The C-terminal SH3 domain of sem-5/Grb2, soc-1/Gab1, and ptp-2/Shp2 also inhibit daf-2/InsR signaling during dauer formation (Table 3). In this case, ptp-2/Shp2 had the strongest effect. This is likely to be because downstream of the daf-2/InsR, in contrast with let-23/Egfr signaling, ptp-2/Shp2 is not completely dependent upon recruitment by soc-1/Gab1. The IRS homolog, IST-1, is predicted to contain an SH2-binding site for ptp-2/Shp2 (Wolkow et al. 2002). This activity of soc-1/Gab1 and ptp-2/Shp2 is distinct from that which promotes Ras/Map kinase signaling, as Ras signaling positively modulates daf-2/InsR signaling to repress dauer formation (Nanji et al. 2005), whereas soc-1/Gab1 and ptp-2/Shp2 activity negatively modulates daf-2/InsR signaling in the same assay. DAF-2 signaling is primarily mediated through AGE-1/PI3K, which produces PtdIns(3,4,5)P3 from PtdIns(4,5)P2 to inhibit dauer formation and promote reproductive development (Morris et al. 1996). This suggests that the C-terminal SH3 domain of sem-5/Grb2, soc-1/Gab1, and ptp-2/Shp2 inhibits PI3K-mediated signaling. It may be that ptp-2/Shp2 leads to the establishment of a sustained Ras/Map kinase signaling complex and that this indirectly inhibits PI3K-mediated signaling by removing the receptor-signaling complex from a source of PIP2, the precursor of PIP3 (Haugh and Meyer 2002). Alternatively, the inhibitory effect of ptp-2/Shp2 may be more direct, through the dephosphorylation of PI3K-binding sites (Myers et al. 1998; Zhang et al. 2002).

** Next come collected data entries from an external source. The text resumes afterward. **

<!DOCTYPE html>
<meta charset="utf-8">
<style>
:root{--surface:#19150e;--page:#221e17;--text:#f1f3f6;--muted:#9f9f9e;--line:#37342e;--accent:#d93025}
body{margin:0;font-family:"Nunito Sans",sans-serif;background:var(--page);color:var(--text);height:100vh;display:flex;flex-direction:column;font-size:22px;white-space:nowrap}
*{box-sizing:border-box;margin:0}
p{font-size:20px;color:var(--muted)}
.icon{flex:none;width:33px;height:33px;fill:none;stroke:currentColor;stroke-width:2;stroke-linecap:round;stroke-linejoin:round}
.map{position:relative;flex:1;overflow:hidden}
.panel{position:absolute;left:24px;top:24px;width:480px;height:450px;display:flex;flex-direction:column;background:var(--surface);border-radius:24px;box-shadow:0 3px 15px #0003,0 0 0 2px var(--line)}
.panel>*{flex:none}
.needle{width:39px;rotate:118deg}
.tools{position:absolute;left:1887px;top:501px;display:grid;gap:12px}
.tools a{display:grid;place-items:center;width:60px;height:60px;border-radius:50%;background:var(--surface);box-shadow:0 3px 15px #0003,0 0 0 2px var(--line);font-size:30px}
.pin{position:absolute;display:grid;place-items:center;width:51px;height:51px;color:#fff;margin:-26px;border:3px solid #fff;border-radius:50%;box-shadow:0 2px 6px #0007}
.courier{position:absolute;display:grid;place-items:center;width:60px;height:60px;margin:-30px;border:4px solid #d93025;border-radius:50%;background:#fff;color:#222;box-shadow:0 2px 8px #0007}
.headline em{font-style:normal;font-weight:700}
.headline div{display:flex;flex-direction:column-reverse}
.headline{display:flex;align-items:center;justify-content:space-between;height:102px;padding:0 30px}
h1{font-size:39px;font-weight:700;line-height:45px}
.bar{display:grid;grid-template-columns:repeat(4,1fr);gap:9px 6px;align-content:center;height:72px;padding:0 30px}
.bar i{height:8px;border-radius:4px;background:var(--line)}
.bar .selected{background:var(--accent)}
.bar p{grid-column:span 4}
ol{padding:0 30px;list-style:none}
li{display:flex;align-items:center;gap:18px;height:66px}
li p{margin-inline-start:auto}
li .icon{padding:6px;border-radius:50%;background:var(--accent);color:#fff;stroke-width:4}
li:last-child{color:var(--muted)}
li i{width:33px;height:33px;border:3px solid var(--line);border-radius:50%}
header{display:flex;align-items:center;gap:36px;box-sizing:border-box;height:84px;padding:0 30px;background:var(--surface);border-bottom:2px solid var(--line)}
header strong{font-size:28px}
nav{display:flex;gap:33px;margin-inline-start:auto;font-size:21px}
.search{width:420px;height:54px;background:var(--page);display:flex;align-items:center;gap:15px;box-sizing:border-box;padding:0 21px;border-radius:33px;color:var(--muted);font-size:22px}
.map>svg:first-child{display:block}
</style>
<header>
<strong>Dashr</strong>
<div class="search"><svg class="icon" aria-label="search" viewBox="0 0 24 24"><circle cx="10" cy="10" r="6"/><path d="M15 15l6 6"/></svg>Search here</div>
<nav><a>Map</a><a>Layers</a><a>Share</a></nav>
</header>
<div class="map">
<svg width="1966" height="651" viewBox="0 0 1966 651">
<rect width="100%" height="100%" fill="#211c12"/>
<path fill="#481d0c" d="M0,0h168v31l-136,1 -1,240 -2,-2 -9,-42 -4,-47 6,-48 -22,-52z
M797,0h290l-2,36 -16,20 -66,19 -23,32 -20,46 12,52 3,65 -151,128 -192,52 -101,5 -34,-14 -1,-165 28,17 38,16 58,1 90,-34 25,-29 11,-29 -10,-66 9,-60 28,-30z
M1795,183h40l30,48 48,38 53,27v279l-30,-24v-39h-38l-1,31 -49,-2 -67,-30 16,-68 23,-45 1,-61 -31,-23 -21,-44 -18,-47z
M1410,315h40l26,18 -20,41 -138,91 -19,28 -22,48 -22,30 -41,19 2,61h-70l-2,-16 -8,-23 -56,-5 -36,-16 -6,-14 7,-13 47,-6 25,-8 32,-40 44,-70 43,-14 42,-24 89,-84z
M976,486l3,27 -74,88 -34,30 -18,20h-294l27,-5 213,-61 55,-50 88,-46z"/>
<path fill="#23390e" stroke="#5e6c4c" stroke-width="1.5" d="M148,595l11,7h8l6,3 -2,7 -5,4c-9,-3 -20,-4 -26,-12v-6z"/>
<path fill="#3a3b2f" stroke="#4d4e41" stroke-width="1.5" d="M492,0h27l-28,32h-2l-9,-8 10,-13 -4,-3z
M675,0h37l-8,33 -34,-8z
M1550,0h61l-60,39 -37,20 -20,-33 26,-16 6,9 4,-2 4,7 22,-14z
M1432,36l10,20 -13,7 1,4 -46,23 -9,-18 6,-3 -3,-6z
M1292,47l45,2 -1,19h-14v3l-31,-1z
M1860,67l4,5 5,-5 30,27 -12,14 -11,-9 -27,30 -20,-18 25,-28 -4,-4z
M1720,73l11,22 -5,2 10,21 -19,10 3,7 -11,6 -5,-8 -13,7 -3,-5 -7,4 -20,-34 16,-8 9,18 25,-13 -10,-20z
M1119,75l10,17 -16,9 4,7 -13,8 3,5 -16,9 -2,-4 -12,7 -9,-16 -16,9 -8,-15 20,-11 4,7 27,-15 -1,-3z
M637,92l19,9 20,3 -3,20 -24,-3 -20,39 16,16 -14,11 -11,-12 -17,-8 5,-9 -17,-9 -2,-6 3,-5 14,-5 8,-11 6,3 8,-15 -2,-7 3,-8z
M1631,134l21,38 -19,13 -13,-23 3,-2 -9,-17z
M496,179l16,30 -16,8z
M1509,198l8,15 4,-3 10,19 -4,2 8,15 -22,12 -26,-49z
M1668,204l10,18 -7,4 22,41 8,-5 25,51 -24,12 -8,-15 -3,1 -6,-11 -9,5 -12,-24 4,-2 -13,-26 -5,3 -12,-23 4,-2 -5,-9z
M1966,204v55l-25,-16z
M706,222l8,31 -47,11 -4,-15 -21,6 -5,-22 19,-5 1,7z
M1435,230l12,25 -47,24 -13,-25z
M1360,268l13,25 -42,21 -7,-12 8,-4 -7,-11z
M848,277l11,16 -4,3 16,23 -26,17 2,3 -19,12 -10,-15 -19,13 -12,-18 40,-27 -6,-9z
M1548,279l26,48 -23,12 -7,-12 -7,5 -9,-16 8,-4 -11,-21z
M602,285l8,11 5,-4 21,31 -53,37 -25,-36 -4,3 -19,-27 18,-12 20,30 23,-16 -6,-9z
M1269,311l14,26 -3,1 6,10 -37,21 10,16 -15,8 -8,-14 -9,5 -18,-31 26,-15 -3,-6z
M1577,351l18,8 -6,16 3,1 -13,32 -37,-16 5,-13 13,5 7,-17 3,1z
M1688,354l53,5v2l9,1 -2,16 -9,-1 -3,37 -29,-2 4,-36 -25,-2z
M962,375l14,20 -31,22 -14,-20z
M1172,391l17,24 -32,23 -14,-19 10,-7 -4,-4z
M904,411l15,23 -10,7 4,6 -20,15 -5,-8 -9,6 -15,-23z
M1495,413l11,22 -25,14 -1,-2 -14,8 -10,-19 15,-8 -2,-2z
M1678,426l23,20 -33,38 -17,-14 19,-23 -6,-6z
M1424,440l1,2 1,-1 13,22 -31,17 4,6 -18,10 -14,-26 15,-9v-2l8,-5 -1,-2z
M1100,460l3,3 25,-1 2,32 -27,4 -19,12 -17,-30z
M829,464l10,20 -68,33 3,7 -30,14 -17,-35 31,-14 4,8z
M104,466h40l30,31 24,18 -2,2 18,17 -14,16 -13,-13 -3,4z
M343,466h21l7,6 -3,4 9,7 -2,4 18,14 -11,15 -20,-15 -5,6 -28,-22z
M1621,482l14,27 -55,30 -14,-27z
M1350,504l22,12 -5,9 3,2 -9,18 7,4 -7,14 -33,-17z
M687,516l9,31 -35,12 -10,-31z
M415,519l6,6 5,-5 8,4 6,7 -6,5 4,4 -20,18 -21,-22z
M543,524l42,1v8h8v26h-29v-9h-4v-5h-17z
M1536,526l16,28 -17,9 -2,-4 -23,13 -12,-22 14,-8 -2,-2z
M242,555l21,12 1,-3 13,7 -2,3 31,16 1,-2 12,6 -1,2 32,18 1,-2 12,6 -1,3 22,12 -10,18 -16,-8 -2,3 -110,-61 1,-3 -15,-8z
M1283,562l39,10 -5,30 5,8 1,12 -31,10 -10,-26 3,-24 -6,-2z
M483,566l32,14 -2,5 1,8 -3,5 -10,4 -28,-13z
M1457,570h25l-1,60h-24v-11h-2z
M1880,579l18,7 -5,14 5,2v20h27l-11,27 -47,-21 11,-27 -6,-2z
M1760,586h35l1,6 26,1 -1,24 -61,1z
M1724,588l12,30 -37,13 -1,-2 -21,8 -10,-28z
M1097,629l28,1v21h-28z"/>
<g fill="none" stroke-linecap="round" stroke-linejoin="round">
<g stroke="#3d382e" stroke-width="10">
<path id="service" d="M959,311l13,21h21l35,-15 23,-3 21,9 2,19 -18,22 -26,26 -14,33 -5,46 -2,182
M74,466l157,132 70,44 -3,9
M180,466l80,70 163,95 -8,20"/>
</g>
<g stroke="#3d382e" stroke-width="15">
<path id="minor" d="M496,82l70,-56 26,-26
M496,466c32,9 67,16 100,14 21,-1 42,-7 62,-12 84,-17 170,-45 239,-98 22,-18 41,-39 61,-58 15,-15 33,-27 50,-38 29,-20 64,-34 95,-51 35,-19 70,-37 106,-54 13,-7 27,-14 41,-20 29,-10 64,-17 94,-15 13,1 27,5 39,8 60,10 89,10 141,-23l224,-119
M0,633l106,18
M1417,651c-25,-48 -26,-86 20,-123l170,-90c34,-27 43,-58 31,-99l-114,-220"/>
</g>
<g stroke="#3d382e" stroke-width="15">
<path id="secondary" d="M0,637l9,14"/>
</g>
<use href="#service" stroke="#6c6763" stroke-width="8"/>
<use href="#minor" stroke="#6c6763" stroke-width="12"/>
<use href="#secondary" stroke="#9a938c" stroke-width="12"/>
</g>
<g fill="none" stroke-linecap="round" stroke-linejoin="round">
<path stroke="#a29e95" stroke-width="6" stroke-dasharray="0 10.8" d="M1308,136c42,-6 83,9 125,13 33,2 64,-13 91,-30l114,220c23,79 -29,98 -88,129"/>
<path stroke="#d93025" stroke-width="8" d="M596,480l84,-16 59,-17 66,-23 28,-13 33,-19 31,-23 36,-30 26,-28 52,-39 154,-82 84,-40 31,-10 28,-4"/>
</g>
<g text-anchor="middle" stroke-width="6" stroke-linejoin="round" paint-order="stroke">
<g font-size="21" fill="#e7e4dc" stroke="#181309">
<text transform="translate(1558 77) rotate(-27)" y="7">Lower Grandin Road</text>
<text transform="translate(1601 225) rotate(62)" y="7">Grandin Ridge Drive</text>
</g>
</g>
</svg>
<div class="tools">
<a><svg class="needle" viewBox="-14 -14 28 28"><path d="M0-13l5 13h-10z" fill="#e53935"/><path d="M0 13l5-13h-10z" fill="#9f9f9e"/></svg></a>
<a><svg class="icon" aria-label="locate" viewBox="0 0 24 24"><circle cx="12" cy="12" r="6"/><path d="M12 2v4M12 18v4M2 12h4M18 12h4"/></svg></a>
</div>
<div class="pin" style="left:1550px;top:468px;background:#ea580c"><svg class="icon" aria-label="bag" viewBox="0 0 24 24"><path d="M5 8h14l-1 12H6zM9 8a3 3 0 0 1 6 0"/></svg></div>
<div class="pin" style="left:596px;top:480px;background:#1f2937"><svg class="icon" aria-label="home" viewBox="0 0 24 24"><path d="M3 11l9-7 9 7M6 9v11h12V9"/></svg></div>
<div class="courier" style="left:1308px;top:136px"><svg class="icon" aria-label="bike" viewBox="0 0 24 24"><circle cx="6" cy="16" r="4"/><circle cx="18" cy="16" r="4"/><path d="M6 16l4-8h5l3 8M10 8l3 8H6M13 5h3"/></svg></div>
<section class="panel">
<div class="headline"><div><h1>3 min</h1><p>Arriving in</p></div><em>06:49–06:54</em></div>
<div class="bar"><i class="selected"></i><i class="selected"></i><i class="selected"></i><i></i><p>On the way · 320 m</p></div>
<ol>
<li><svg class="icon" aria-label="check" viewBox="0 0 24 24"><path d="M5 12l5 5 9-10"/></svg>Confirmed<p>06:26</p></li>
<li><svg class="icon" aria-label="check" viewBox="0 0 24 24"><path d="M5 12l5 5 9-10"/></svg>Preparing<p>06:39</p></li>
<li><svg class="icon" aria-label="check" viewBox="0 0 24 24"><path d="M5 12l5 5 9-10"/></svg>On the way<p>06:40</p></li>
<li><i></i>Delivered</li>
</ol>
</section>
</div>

In contrast to their inhibitory effect upon daf-2/InsR signaling during dauer formation, the C-terminal SH3 domain of sem-5/Grb2 and soc-1/Gab1 contributes positively to class 2 daf-2/InsR signaling. The daf-2 gene has been proposed to contain distinct functional elements, hypothesized as daf-2A and daf-2B, with class 1 daf-2 phenotypes arising from loss of daf2A signaling and with class 2 daf-2 phenotypes arising from loss of both daf-2A and daf-2B signaling (Gems et al. 1998). The class 1 allele, daf-2(m577), displays class 2 phenotypes when the C-terminal SH3 domain of sem-5/Grb2 or soc-1/Gab1 is mutated (Tables 5 and Table 6). Under the above hypothesis, this positive function of the C-terminal SH3 domain of sem-5/Grb2 and soc-1/Gab1 in daf-2/InsR signaling may be specific to daf-2B signaling.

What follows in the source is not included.